Chief Executive Niraj Shah said in a Friday blog post that the company grew “significantly” in the past few years to keep up with e-commerce growth seen earlier in the pandemic, but more recent trends have not matched expectations.
“This year, that growth has not materialized as we had anticipated,” he said. “Our team is too large for the environment we are now in, and unfortunately we need to adjust.”
“I take responsibility for the impact this decision will have on the nearly 900 Wayfairians who will be told today they are no longer a part of building our company’s future,” Shah added
Wayfair’s management team previously discussed plans to reduce expenses on the company’s second-quarter earnings call earlier in August, as Shah acknowledged it was “unmistakable that consumer behavior is being impacted by inflationary pressures as well as by economic and geopolitical concerns.”
He added that Wayfair’s “mass customers” were “being more deliberate about where their discretionary dollars are going,” given rising gas and grocery costs.
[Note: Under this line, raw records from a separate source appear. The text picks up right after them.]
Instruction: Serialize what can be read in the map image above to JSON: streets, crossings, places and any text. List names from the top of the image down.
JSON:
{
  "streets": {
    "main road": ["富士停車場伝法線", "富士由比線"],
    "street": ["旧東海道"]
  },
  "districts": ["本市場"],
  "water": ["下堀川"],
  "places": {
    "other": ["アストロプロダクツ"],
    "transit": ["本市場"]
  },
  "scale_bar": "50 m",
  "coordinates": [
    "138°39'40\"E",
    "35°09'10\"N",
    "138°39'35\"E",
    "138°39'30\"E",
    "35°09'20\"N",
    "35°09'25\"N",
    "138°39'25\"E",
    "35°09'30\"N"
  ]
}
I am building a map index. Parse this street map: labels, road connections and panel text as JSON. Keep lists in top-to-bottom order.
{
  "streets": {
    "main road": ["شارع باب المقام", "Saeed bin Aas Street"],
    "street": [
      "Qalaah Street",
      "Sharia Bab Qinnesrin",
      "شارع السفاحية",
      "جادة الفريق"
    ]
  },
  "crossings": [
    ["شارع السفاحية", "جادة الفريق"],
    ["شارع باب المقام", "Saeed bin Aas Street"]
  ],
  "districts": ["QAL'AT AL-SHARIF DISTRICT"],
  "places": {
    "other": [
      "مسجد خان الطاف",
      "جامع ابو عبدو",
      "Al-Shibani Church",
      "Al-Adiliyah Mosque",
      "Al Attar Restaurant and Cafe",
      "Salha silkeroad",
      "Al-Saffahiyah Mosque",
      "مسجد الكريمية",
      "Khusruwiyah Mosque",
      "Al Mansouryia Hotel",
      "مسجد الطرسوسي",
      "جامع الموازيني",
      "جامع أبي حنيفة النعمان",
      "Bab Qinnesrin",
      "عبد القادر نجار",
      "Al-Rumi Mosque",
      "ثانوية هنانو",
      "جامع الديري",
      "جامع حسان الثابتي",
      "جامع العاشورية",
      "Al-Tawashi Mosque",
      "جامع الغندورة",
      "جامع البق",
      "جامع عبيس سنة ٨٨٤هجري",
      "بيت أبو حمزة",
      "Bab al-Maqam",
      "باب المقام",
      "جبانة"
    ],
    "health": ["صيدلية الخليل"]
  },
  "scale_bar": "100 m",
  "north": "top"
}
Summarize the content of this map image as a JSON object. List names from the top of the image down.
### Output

Further, with pandemic conditions easing, some Wayfair customers have opted to shift more discretionary spending toward travel and away from “goods.”
The discussion jibed with commentary from Mastercard Inc.
Chief Executive Michael Miebach, who mentioned on the payments giant’s earnings call in late July that he had broadly seen “some shift in spend towards gas and groceries from discretionary categories like home furnishings in the U.S.”
Wayfair’s Shah said on his company’s own earnings call that the retailer would be “increasing our cost efficiency focus across all facets” while “not trading off on important future growth drivers and enablers.”
“Like many of our covered companies, Wayfair is in the process of tightening spending and refocusing on higher ROI [return-on-investment] initiatives given softer e-commerce spending and plenty of macro uncertainties,” Baird analyst Colin Sebastian wrote. “For companies that are net users of cash and generating operating losses, these efforts take on greater importance in macro downturns.”
Sebastian’s analysis of third-party data indicates that spending trends in the furniture and home and garden categories are “still weak,” though he said that year-over-year comparisons for those categories should get easier.
Bernstein analyst Nikhil Devnani saw Wayfair’s latest move as more of a “follow-through” on the company’s recent talk of expense-saving moves, rather than an indicator that trends got have gotten incrementally worse since executives last faced investors.
“Layoffs don’t happen overnight, so we wouldn’t over-extrapolate this as an indication of revenue being much worse or OpEx [operating expenses] being much better than previously implied,” Devnani wrote.
As for Wayfair’s steep Friday stock plunge, he commented that it’s occurring “in a tough tape for tech” and amid “volatility in highly shorted names following theBBBY meltdown.”
“Wayfair defied gravity on negative revisions post-EPS, which could be catching up to it,” Devnani added.